The difference between 200 and 300 points for your team could be the difference between losing one pip and not losing any at all. It’s all based upon the chances you have to win/lose going into the match.
7. Don’t play in ranked to practice new classes
If you’re truly new to the game or looking to play a new class for the first time, do yourself a favor and join a hotjoin match or queue for unranked. You will avoid unnecessary chatter with teammates and overall feel better when you’re accustomed to the class playing in one of these game modes rather than the one that counts.
8. Don’t bring your science project to the game
You’re not in ranked to experiment with four-signet thief, play support bombs engineer, or run a 30k health pool revenant. You don’t have to run a meta build, but something remotely viable is advised. I’m not thrilled when I get a minionmancer on my team, but it can hold a node down and be a nuisance for the enemy to say the least. All in all, run something that will make a difference for your team, not leave you in perma-downed state.
9. Communicate before the match begins
Get some sort of communication flowing through your team before the match begins. Know where everyone is heading from the start so you’re not leaving your home node uncontested. Along with this, understand the meta. Most teams at right now will push three points due to the slow-paced games. Odds are, you will need to do the same.
If you communicate from the start you can make sure the rest of your team has some sort of flow going into the match and quite honestly, it can make things a lot smoother for the rest of the match if you know what roles each teammate will be fulfilling.

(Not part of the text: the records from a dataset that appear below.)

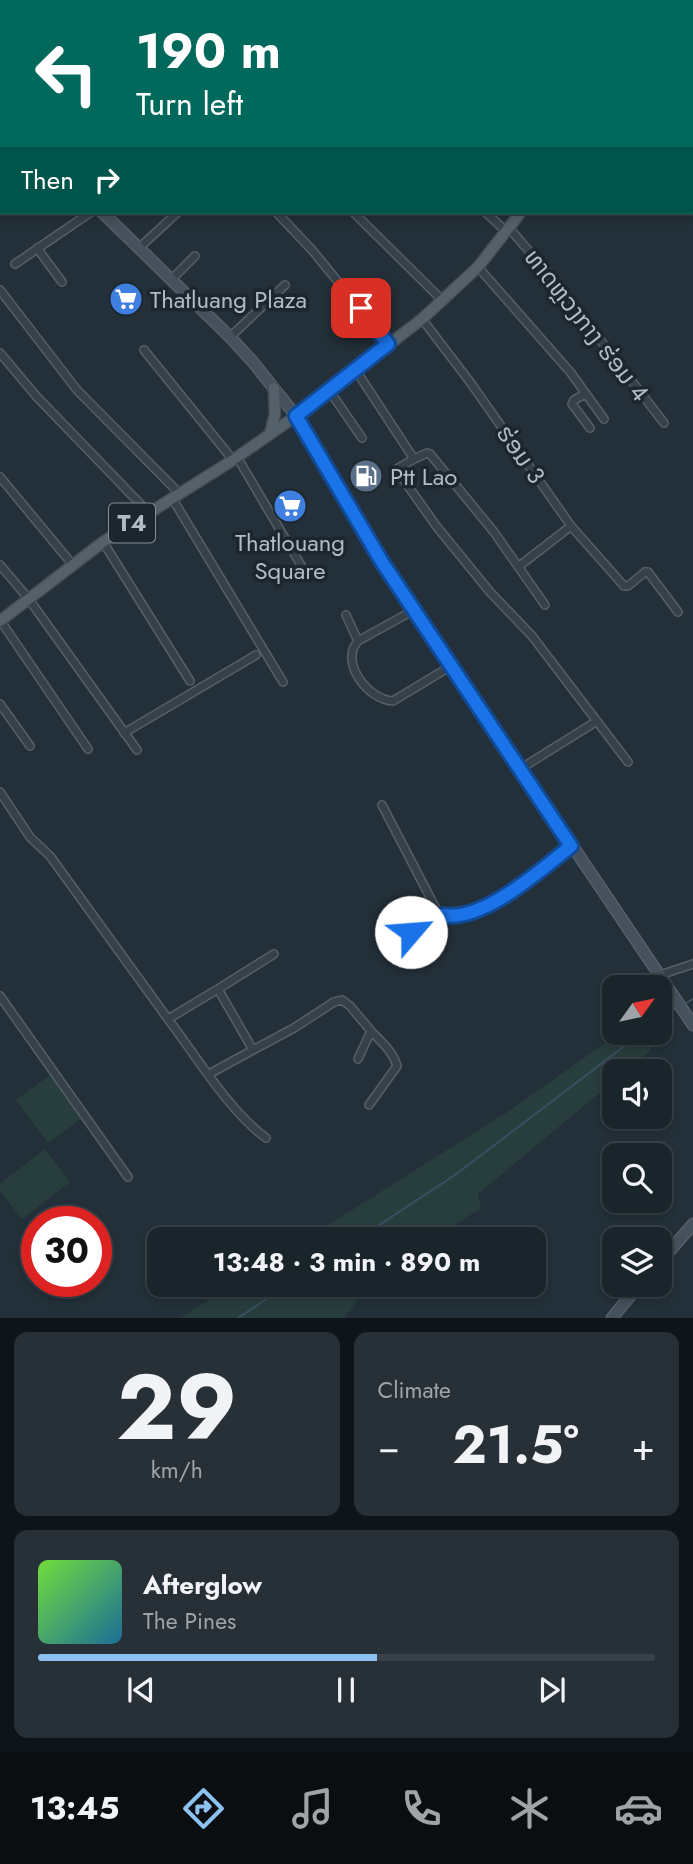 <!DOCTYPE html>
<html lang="en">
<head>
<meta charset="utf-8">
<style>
	:root { --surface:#1a242b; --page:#273037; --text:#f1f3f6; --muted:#9fa4a9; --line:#384147; --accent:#8cc1f1 }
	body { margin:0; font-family:Jost,"Noto Sans Lao",sans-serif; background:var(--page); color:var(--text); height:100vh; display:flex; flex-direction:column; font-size:26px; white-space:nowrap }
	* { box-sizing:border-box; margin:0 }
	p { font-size:23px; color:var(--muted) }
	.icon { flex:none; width:38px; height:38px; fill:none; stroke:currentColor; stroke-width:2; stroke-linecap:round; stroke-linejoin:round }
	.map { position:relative; height:1318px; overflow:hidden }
	.side { display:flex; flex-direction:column; gap:14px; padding:14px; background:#0e1418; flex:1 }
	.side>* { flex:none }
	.hud { position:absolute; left:0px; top:0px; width:693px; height:214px; box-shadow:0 4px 10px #0003,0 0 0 2px var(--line); background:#00695c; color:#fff; overflow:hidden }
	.needle { width:46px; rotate:57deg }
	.buttons { position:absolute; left:602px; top:975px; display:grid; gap:14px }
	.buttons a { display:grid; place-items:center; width:70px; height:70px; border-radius:14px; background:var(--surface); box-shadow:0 4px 10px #0003,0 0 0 2px var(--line); font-size:35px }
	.speed { position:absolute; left:21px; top:1206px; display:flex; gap:14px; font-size:35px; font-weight:700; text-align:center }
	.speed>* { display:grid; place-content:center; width:91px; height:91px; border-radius:50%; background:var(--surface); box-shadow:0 4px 10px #0003,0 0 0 2px var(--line); line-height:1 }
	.speed .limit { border:10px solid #d22; background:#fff; color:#111 }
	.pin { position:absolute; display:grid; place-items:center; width:60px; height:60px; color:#fff; margin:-30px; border-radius:14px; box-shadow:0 4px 10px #0006 }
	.me { position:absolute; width:77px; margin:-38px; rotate:63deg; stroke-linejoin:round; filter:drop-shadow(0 0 5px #0008) }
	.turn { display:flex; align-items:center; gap:24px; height:147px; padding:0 21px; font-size:32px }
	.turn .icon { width:91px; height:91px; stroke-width:2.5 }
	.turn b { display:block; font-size:49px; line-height:60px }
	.then { display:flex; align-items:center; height:66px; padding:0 21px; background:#0003; gap:14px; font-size:26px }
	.big { font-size:52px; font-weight:700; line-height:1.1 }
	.side .widget { flex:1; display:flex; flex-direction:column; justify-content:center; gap:10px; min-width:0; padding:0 24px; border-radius:14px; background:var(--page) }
	.side .dial { align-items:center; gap:0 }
	.dial b { font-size:91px; line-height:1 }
	.song { display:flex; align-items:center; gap:21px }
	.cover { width:84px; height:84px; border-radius:10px; background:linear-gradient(135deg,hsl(100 70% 55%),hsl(200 70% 35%)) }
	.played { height:7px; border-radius:4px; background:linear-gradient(90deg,var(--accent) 55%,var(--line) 55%) }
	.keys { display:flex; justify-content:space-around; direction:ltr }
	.heat { display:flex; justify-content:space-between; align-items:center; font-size:38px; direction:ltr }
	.side .tiles { flex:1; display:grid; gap:14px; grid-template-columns:1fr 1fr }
	.widget:last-child { grid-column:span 2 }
	.trip { position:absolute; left:147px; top:1227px; width:399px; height:70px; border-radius:14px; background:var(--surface); box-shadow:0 4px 10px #0003,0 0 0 2px var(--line); font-weight:700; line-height:70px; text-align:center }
	.menu { display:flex; height:112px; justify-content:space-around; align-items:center; background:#0a0e11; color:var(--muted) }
	.menu .icon { width:49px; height:49px }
	.menu .on { color:var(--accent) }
	.menu b { font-size:32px; color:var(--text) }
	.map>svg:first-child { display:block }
</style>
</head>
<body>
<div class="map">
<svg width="693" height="1318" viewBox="0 0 693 1318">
	<rect width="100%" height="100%" fill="#233039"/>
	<path fill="#283e3c" d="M676,1008l-27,44 -23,19h-12v10l-136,113 3,14 -47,31h-128l203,-128 110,-78 41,-1v-20z
		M50,1075l32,43 -34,25 -32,-43z
		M45,1149l25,33 -48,37 -22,-28v-7z
		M234,1284h135v1l-25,33h-164z"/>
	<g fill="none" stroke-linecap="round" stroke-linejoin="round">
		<path stroke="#3a5062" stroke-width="2" d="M684,1004l9,-5
			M660,1020l16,-12
			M358,1239l97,-64 188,-143
			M238,1318l51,-34"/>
		<path stroke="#3a5062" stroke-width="7" d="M691,197l2,2"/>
		<defs>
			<path id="minor" d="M137,0l2,2
				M185,0l2,2
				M254,0l2,2
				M405,0l1,2
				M590,0l1,2
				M280,2l2,-2
				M691,5l2,3
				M691,80l2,-3
				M691,96l2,2
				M691,187l2,2
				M276,212l36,38 77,94
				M353,212l90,89
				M485,212l22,20
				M509,228l46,53 109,142
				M37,248l25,34
				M139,248l39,-36
				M15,264l76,-52
				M478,267l93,106 33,46
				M171,280l24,-24
				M0,290l77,100 103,104
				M422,319l48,63 101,144 53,60h4l17,-14h3l30,40
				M230,337l55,-52
				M144,350l89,110
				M0,353l37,44 112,116
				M355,369l59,90 -16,9v4l39,55 53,65 42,44 96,126
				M329,390l33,48
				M585,394l-11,6 -2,4 18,24
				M237,457l68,115
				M414,459l13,-6 3,1 64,78 51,73
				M0,477l72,87
				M172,498l111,184
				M103,542l87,139
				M0,565l28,33 109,152
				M518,567l53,-41
				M414,610l-56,31c-19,21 10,59 35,60l58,-35
				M346,615l12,26
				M0,620l88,129
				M0,704l30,42
				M124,733l132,-78
				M520,769l77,-48
				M0,792l30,45 20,19 118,163 50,-30 35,61 41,-22 40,-26 8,-2 8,6 21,25 -13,28
				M382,805l51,98c2,4 6,10 10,12 28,12 107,-52 128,-69
				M411,932l28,-13 3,-4
				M660,975l33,-11
				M218,989l56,-35
				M0,996l128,181
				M168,1019c28,37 61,92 98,119
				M209,1074l44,-24
				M369,1105l28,-39c-4,-15 -16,-24 -26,-35"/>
			<path id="secondary" d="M0,114l2,1
				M102,212l128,125 23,25 43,54 86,147 311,462
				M660,1262l33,-38
				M612,1318l28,-34"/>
			<path id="primary" d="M657,2l1,-2
				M270,434l5,-20 -1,-26
				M0,621l103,-79 130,-82 63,-44 126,-97 56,-52 43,-55"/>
		</defs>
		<use href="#minor" stroke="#555f68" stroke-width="10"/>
		<use href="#secondary" stroke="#555f68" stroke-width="13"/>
		<use href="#primary" stroke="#434d56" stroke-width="13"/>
		<use href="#minor" stroke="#37414a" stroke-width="7"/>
		<use href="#secondary" stroke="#45515c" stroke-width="10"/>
		<use href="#primary" stroke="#55616a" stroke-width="10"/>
	</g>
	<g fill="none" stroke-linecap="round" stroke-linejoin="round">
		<defs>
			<path id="route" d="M361,308l27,36 -92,72 86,146 189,284c-29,23 -89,77 -128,69l-4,4 -28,13"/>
		</defs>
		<use href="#route" stroke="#114b97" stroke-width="18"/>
		<use href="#route" stroke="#1a73e8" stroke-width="12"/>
	</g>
	<defs>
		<symbol id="supermarket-disc" viewBox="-11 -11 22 22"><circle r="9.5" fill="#3f7fe0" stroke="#1c262f"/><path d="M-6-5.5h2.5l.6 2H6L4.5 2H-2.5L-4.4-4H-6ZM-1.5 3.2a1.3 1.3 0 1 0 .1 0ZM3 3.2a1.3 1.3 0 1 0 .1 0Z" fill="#fff"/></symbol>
		<symbol id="fuel-disc" viewBox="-11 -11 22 22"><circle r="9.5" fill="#5c6f8a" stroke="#1c262f"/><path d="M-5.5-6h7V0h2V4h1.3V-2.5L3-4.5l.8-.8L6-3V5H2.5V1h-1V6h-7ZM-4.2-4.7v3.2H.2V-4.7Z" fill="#fff"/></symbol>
	</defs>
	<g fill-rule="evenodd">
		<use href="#supermarket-disc" x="107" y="280" width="38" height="38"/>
		<use href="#fuel-disc" x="347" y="457" width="38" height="38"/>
		<use href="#supermarket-disc" x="271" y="487" width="38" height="38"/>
	</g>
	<g text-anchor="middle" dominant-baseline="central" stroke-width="7" stroke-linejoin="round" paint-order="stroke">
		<rect fill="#1c262f" stroke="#858f99" stroke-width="2" x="109" y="503.5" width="46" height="39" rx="5"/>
		<g font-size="23" font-weight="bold" fill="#b2bcc6">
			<text x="132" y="523">T4</text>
		</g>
		<g font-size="24" fill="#b2bcc6" stroke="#1c262f" text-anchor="start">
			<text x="150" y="299">Thatluang Plaza</text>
			<text x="390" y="476">Ptt Lao</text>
			<text x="290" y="542" text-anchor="middle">Thatlouang<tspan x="290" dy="28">Square</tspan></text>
		</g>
		<g font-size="24" fill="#b2bcc6" stroke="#1c262f">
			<text transform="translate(587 325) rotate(52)">ທາດຫຼວງກາງ ຮ່ອມ 4</text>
			<text transform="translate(521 454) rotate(55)">ຮ່ອມ 3</text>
		</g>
	</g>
</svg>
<div class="buttons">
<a><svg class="needle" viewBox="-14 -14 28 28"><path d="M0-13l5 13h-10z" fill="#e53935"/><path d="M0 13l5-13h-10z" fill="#9fa4a9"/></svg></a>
<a><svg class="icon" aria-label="sound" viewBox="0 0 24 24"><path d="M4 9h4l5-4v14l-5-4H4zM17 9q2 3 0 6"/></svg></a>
<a><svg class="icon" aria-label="search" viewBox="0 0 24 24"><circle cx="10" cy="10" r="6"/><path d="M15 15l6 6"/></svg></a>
<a><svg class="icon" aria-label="layers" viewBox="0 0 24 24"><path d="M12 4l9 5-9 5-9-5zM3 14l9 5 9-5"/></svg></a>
</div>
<div class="speed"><div class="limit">30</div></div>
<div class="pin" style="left:361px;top:308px;background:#d93025"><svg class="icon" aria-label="arrive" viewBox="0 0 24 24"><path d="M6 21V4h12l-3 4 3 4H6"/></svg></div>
<svg class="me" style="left:411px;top:932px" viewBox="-20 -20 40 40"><circle r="19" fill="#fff"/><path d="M0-13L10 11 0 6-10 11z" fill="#1a73e8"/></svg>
<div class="trip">13:48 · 3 min · 890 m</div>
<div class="hud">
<div class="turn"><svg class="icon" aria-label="left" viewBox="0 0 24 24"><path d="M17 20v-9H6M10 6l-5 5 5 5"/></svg><div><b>190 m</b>Turn left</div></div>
<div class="then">Then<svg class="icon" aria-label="right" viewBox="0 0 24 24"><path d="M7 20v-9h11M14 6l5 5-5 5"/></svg></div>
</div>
</div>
<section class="side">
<div class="tiles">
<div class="widget dial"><b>29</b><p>km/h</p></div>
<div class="widget"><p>Climate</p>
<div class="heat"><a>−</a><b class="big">21.5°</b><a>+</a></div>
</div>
<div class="widget">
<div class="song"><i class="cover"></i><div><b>Afterglow</b><p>The Pines</p></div></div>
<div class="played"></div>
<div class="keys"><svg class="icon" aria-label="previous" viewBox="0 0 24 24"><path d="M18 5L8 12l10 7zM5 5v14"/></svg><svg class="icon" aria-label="pause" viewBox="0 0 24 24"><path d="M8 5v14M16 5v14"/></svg><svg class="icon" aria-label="next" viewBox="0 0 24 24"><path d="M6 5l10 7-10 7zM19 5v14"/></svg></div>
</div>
</div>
</section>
<nav class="menu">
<b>13:45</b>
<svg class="icon on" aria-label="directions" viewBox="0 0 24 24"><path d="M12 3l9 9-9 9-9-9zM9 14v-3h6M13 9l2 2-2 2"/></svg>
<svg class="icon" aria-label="music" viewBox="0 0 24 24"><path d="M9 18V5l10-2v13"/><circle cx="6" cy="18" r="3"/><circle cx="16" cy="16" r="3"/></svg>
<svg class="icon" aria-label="phone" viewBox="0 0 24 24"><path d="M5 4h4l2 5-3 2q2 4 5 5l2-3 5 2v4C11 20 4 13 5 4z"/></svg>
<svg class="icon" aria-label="climate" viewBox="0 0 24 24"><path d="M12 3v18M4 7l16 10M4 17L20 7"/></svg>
<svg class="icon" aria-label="car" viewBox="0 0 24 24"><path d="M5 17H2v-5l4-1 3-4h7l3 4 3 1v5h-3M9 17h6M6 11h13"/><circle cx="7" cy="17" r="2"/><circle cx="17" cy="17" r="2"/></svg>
</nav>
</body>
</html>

10. Disengage when things go from bad to worse
I’ll admit I’m guilty of believing I can win an outnumbered team fight when things poorly. In the end, it ends up costing your team. Let me give you a scenario of what could potentially happen and use your imagination to bring that into the scope of an entire match.
At the game’s start there’s a 5v5 at the mid point. One member on your team goes into the downed state. You all take massive pressure when going for the resurrection and he eventually gets stomped. You’re now 4v5. But OH! You have one of their guys low! You overextend for the kill but lose your warrior (“Wait what!? A WARRIOR!?!? WILSON GET OFF YOUR WARRIOR!!”) in the process. He gets stomped!
Now what do you do? You first teammate just came off of respawn. It will take 15-20 seconds for him to arrive. You warrior is on respawn for 15 seconds plus another 15-20 to arrive. You’re 3v5. There is no scenario other than already having several people in the downed state in which you need to stay at this fight. Of course, you could funnel in to have a chance at winning the fight but in the end you’ll always be outnumbered and the enemy team will sneak out for a decap on your home node.
The point is, disengaging from a lost fight is something you will hate to do but is necessary in order to avoid utter defeat. One lost team fight doesn’t mean you’ll lose the next, but you can’t push for another team fight if you’re constantly fighting 2v5 because you’re funneling into a point you’ll never win.
Finally, let’s be clear about how the meta plays into this. Disengaging from a lost team fight in our current meta is less realistic, but these are general guidelines. Nowadays you could have two mesmers sit on the point and stay alive until your team fully regroups on the node itself.
I hope these PvP basics were helpful and will make a difference in your future games!